Dr. Jerry L. Martin 11:07: Oh yeah. Drink is part of camaraderie. It's much like the junk food and the nutritious food. If it's used properly, you know, it's a way of helping people relax and relate in an easy and authentic way and an open way often. So, it just is easy to abuse, like all of these urges that are things like ambition is part of the evil urge as I understand it, and ambition can lead people to be ruthless and to other people in and so forth, and to just to compete, maybe even to make sure let the air out of the other guy's car tires or something if you're in a race, or it can be what leads you to find, Jonas Salk, to find the Salk vaccine. You know, when you see these DNA scholars, Watson writing the memoir about it, they were in a race because in science the first one to get it, even if it's one day ahead, is the one who's famous, gets the credit and okay, well, that moved them toward great scientific discovery. 

Dr. Jerry L. Martin 12:15: So, because our motives don't have to be pure, they just have to be well-directed, pointed in the right direction.


Dr. Michael Poliakoff 12:23: And, of course, there's a reason why there are the 613 mitzvot, and all of the volumes of commentary that define that we do need these structures. Interesting. I'm just now trying to become more familiar with Emmanuel Levinas and extraordinary powerful thinking.


Dr. Jerry L. Martin: A great Jewish philosopher of the 20th century. 


Dr. Michael Poliakoff 12:57: Yes, people of Heidegger, who broke with Heidegger, of course, lent in an element of love and humanity into the Heideggerian method. That is really quite wondrous, but Levinas really, really emphasized the aspects of Judaism that were all about the way we live with one another, our obligations to one another. The core of Jewish ethics. The definition of the God whose name we seek is a very dense philosophy, but at the core of it is that structure by which we live- what it is that we have to give to the world and share with the world. 

Dr. Jerry L. Martin 14:03: Yes, yes, and didn't he talk about, like the human face, how it can relate one person to another in a truly human way? 

Dr. Michael Poliakoff: Yes, yes.

Dr. Jerry L. Martin: Yeah, explain that if you will.

Dr.
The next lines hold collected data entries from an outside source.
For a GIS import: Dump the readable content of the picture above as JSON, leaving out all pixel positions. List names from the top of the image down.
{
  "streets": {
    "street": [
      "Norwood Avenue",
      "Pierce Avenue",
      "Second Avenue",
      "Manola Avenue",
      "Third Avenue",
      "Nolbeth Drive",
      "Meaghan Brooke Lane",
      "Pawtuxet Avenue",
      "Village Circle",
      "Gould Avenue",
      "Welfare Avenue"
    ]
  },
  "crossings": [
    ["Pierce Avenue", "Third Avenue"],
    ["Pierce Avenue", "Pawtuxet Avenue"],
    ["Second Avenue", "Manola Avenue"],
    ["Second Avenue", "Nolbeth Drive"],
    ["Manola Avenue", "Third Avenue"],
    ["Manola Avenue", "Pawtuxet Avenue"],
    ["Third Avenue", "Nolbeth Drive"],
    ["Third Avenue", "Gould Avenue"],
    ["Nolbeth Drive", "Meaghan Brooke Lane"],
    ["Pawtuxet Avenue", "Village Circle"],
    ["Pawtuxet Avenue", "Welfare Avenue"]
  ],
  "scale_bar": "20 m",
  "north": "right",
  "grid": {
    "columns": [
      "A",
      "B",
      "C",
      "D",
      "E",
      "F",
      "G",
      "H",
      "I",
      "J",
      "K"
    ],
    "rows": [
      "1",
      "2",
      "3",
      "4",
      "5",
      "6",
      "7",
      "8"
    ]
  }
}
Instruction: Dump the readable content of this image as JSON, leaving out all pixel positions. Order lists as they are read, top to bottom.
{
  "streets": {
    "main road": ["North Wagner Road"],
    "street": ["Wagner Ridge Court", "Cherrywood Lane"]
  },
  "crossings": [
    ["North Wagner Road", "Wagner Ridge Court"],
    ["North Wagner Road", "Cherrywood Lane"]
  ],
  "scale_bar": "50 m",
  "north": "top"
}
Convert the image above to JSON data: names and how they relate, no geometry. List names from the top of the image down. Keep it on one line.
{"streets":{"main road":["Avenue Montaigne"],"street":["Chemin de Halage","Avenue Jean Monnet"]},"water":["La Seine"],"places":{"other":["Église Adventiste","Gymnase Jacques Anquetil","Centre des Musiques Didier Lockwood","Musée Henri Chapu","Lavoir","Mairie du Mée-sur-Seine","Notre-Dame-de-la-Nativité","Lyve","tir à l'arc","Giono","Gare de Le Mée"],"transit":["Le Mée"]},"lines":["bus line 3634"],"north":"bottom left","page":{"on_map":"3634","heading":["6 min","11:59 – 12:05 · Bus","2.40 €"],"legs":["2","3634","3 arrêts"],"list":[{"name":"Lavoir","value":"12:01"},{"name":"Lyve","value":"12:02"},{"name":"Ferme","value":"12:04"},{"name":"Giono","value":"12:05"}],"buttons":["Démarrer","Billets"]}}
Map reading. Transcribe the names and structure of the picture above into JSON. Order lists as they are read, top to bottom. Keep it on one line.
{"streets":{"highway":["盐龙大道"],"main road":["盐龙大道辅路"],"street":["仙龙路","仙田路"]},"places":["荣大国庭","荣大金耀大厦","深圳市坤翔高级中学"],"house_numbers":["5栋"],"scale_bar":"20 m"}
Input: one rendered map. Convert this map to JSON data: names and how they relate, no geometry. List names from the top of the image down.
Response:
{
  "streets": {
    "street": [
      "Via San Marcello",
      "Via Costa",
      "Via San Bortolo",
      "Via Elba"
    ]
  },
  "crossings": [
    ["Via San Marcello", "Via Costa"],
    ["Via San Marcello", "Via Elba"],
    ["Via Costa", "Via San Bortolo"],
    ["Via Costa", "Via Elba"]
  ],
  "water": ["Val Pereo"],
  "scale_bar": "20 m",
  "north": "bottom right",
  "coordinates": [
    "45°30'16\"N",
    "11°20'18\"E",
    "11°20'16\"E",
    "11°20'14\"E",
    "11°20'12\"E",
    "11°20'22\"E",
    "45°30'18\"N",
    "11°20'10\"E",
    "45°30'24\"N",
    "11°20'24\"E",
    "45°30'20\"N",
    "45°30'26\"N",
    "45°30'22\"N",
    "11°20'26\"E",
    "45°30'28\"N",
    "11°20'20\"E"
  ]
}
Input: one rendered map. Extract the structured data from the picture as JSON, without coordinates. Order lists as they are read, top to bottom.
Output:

Michael Poliakoff 14:22: Dasein  the Heideggerian moment. It's not enough, it has to have, translating from the French, the other, which of course as a literary critical term, becomes a little…

Dr. Jerry L. Martin: But he used it before the later...

Dr. Michael Poliakoff: Yes, indeed.

Dr. Jerry L. Martin: Literary term and seems to have just meant something almost like the I/thou Buber, something like taking the other person fully seriously as another person. 

Dr. Michael Poliakoff: Yes, yes.

Dr. Jerry L. Martin: Something like that, which is more challenging than we think because we relate mainly to each other in sort of functional roles. You know, to go to the restaurant, I don't have a big relationship with the waitress, although I like to be nice to waitresses because I think they work very hard for us but most of our interactions are rather functional and perfunctory and just trying to move on to the next thing, because we of course get a lot of help from each other, just moving through, getting gas in the car or whatever. But there's a way of relating that's deeper than that and ideally there should be some element of that even in relating to the gas station attendant, the waitress, anyone one encounters. They're a full other human being and you see that by looking at their face and their eyes. 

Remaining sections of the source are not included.